Reads that are sufficiently similar (method-dependent) are assigned to the same cluster, 
producing a representative sequence for each cluster (fasta file) and a corresponding abundance table per sample ("OTU table").

Input data
----------

**Input fasta file(s)** must be in the **working directory** (specified with ``SELECT WORKDIR`` button).

.. code-block:: text

  my_data/    --> SELECT THIS FOLDER AS WORKING DIRECTORY
 ├── sample1.fasta
 ├── sample2.fasta
 ├── sample3.fasta
 └── ...

.. admonition:: Supported file formats
  :class: important

  **Supported file formats**: single-end fasta files.

.. note::

  To **START**, specify working directory under ``SELECT WORKDIR`` and the ``sequence files extension`` (must be fasta/fa), 
  but the ``read types`` (paired-end or single-end) do not matter here (just click 'Confirm').

Outputs
-------

**Output** feature table and corresponding sequences are in ``clustering_out`` directory.

.. code-block:: text

  my_data/ 
 ├── sample1.fasta
 ├── sample2.fasta
 ├── sample3.fasta
 └── clustering_out/
    ├── OTU_table.txt    ---> OTU-by-sample table
    ├── OTUs.fasta       ---> corresponding FASTA formated OTU sequences
    └── ...

__________________________________________________

Below lists the different clustering tools implemented in PipeCraft2.

.. _clustering_vsearch:

`vsearch <https://github.com/torognes/vsearch>`_ 
------------------------------------------------

vsearch performs a similarity-threshold clustering (e.g., 97% identity threshold). 
Sequences are grouped if they meet a chosen global identity cutoff. 
Output units are "traditional" OTUs and depend strongly on the selected identity threshold and input data.

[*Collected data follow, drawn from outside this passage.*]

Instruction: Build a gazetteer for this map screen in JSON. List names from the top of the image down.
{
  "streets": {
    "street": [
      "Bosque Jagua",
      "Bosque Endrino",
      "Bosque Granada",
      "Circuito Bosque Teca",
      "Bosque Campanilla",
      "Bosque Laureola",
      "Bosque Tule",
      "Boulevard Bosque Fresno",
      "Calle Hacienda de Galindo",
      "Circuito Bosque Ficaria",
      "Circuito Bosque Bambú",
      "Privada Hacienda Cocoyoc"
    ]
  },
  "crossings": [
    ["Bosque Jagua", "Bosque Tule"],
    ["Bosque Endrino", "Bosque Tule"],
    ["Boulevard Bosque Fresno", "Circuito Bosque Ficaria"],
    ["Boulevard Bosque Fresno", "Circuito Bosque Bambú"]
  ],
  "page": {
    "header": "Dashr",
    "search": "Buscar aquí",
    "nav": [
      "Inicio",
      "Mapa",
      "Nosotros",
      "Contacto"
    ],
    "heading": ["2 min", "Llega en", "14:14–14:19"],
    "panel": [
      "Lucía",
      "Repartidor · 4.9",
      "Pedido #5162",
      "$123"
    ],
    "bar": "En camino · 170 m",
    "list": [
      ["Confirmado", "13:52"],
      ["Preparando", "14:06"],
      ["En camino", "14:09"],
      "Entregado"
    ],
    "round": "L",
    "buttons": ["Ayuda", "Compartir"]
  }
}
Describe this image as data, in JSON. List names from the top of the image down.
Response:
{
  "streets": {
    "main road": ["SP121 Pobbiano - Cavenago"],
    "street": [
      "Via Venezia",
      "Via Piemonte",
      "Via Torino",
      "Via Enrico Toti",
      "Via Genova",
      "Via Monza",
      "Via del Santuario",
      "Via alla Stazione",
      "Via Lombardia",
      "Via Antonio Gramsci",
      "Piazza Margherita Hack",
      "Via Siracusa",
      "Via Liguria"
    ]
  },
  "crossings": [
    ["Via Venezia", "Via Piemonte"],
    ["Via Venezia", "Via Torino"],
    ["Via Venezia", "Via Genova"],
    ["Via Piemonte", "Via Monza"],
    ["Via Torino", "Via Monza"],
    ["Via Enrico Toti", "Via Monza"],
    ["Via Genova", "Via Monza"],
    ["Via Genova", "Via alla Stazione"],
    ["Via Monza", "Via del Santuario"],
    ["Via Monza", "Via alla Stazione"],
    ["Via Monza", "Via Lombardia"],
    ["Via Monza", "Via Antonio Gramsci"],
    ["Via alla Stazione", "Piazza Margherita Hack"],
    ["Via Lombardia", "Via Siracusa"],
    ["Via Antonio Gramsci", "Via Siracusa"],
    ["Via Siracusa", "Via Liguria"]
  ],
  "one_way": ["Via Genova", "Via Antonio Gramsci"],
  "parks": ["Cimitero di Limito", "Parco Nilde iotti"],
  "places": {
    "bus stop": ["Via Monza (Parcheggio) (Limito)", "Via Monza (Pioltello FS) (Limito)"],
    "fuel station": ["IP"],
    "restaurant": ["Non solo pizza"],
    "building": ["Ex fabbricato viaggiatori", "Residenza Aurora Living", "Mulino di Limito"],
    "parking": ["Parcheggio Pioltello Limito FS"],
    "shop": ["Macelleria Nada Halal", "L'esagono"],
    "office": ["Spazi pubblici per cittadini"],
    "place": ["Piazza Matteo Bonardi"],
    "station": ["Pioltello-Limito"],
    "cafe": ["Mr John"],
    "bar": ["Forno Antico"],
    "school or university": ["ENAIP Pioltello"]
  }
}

+---------------------------+----------------------------------------------------------------------+
| Setting                   | Tooltip                                                              |
+===========================+======================================================================+
|| ``OTU_type``             || centroid" = output centroid sequences; "consensus" = output         |
||                          || consensus sequences                                                 |
+---------------------------+----------------------------------------------------------------------+
|| ``similarity_threshold`` || define OTUs based on the sequence similarity threshold; 0.97 = 97%  |
||                          || similarity threshold                                                |
+---------------------------+----------------------------------------------------------------------+
|| ``strands``              || when comparing sequences with the cluster seed, check both strands  |
||                          || (forward and reverse complementary) or the plus strand only         |
+---------------------------+----------------------------------------------------------------------+
|| ``remove_singletons``    || if TRUE, then singleton OTUs will be discarded (OTUs with only one  |
||                          || sequence)                                                           |
+---------------------------+----------------------------------------------------------------------+
|| ``similarity_type``      || pairwise sequence identity definition                               |
||                          || `--iddef <_static/vsearch_manual_2.22.1.pdf>`_                      |
+---------------------------+----------------------------------------------------------------------+
|| ``sequence_sorting``     || size = sort the sequences by decreasing abundance; "length" = sort  |
||                          || the sequences by decreasing length (--cluster_fast); "no" = do not  |
||                          || sort sequences (--cluster_smallmem --usersort)                      |
+---------------------------+----------------------------------------------------------------------+
|| ``centroid_type``        || "similarity" = assign representative sequence to the closest (most  |
||                          || similar) centroid (distance-based greedy clustering); "abundance" = |
||                          || assign representative sequence to the most abundant centroid        |
||                          || (abundance-based greedy clustering; --sizeorder), ``max_hits``      |
||                          || should be > 1                                                       |
+---------------------------+----------------------------------------------------------------------+
|| ``max_hits``             || maximum number of hits to accept before stopping the search (should |
||                          || be > 1 for abundance-based selection of centroids [centroid type])  |
+---------------------------+----------------------------------------------------------------------+
|| ``mask``                 || mask regions in sequences using the "dust" method, or do not mask   |
||                          || ("none")                                                            |
+---------------------------+----------------------------------------------------------------------+

.. _clustering_swarm:

`SWARM <https://github.com/torognes/swarm>`_ 
---------------------------------------------

Cluster sequences using SWARM (`Mahé et al. 2021 <https://doi.org/10.1093/bioinformatics/btab493>`_), a 
robust and scalable clustering method that does not rely on an global clustering threshold.
Sequences are clustered using a distance parameter (``d``: maximum number of differences between reads (local linking threshold)), 
where clusters are resilient to input-order changes, therefore, forming stable features.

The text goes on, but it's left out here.